Exercise prompt: Give the data below again, word for word.

————

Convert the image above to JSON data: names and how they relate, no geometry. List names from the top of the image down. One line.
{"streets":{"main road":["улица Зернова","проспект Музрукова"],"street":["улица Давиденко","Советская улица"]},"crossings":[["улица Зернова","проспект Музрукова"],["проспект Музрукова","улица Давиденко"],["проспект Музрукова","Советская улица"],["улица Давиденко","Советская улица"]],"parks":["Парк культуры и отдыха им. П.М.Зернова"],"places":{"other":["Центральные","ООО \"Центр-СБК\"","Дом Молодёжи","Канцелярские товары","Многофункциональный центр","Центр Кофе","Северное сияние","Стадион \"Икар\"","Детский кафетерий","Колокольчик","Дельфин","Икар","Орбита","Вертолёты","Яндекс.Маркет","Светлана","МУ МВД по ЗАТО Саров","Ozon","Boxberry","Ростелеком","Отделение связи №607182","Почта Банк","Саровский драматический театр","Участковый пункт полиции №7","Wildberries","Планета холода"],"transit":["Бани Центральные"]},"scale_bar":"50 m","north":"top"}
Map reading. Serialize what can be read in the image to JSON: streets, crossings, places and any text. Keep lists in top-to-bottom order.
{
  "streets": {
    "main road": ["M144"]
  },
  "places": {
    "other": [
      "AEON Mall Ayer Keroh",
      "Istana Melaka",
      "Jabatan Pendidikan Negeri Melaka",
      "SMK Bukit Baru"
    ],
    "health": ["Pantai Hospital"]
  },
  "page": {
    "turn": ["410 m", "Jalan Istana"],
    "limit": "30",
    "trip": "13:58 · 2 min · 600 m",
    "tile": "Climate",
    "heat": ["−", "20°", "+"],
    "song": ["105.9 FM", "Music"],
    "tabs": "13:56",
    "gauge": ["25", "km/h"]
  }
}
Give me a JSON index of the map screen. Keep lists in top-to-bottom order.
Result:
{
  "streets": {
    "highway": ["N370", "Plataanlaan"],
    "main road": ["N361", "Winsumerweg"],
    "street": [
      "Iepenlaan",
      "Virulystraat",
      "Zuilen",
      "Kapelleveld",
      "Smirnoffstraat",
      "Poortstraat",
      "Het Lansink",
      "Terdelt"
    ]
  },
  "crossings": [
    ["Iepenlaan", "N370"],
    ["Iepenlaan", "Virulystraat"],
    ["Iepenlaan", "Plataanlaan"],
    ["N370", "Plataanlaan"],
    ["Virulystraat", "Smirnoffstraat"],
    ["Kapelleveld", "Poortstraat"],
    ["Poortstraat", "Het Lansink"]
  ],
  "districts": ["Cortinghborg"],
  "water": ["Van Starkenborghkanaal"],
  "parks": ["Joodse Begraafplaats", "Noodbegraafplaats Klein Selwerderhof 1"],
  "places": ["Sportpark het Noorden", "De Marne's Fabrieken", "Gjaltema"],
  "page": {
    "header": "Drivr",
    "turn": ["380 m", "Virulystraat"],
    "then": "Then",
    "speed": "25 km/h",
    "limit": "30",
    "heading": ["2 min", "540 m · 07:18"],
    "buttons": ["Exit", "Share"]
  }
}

————

Solution to this problem:
Convert the image above to JSON data: names and how they relate, no geometry. List names from the top of the image down. One line.
{"streets":{"main road":["улица Зернова","проспект Музрукова"],"street":["улица Давиденко","Советская улица"]},"crossings":[["улица Зернова","проспект Музрукова"],["проспект Музрукова","улица Давиденко"],["проспект Музрукова","Советская улица"],["улица Давиденко","Советская улица"]],"parks":["Парк культуры и отдыха им. П.М.Зернова"],"places":{"other":["Центральные","ООО \"Центр-СБК\"","Дом Молодёжи","Канцелярские товары","Многофункциональный центр","Центр Кофе","Северное сияние","Стадион \"Икар\"","Детский кафетерий","Колокольчик","Дельфин","Икар","Орбита","Вертолёты","Яндекс.Маркет","Светлана","МУ МВД по ЗАТО Саров","Ozon","Boxberry","Ростелеком","Отделение связи №607182","Почта Банк","Саровский драматический театр","Участковый пункт полиции №7","Wildberries","Планета холода"],"transit":["Бани Центральные"]},"scale_bar":"50 m","north":"top"}
Map reading. Serialize what can be read in the image to JSON: streets, crossings, places and any text. Keep lists in top-to-bottom order.
{
  "streets": {
    "main road": ["M144"]
  },
  "places": {
    "other": [
      "AEON Mall Ayer Keroh",
      "Istana Melaka",
      "Jabatan Pendidikan Negeri Melaka",
      "SMK Bukit Baru"
    ],
    "health": ["Pantai Hospital"]
  },
  "page": {
    "turn": ["410 m", "Jalan Istana"],
    "limit": "30",
    "trip": "13:58 · 2 min · 600 m",
    "tile": "Climate",
    "heat": ["−", "20°", "+"],
    "song": ["105.9 FM", "Music"],
    "tabs": "13:56",
    "gauge": ["25", "km/h"]
  }
}
Give me a JSON index of the map screen. Keep lists in top-to-bottom order.
Result:
{
  "streets": {
    "highway": ["N370", "Plataanlaan"],
    "main road": ["N361", "Winsumerweg"],
    "street": [
      "Iepenlaan",
      "Virulystraat",
      "Zuilen",
      "Kapelleveld",
      "Smirnoffstraat",
      "Poortstraat",
      "Het Lansink",
      "Terdelt"
    ]
  },
  "crossings": [
    ["Iepenlaan", "N370"],
    ["Iepenlaan", "Virulystraat"],
    ["Iepenlaan", "Plataanlaan"],
    ["N370", "Plataanlaan"],
    ["Virulystraat", "Smirnoffstraat"],
    ["Kapelleveld", "Poortstraat"],
    ["Poortstraat", "Het Lansink"]
  ],
  "districts": ["Cortinghborg"],
  "water": ["Van Starkenborghkanaal"],
  "parks": ["Joodse Begraafplaats", "Noodbegraafplaats Klein Selwerderhof 1"],
  "places": ["Sportpark het Noorden", "De Marne's Fabrieken", "Gjaltema"],
  "page": {
    "header": "Drivr",
    "turn": ["380 m", "Virulystraat"],
    "then": "Then",
    "speed": "25 km/h",
    "limit": "30",
    "heading": ["2 min", "540 m · 07:18"],
    "buttons": ["Exit", "Share"]
  }
}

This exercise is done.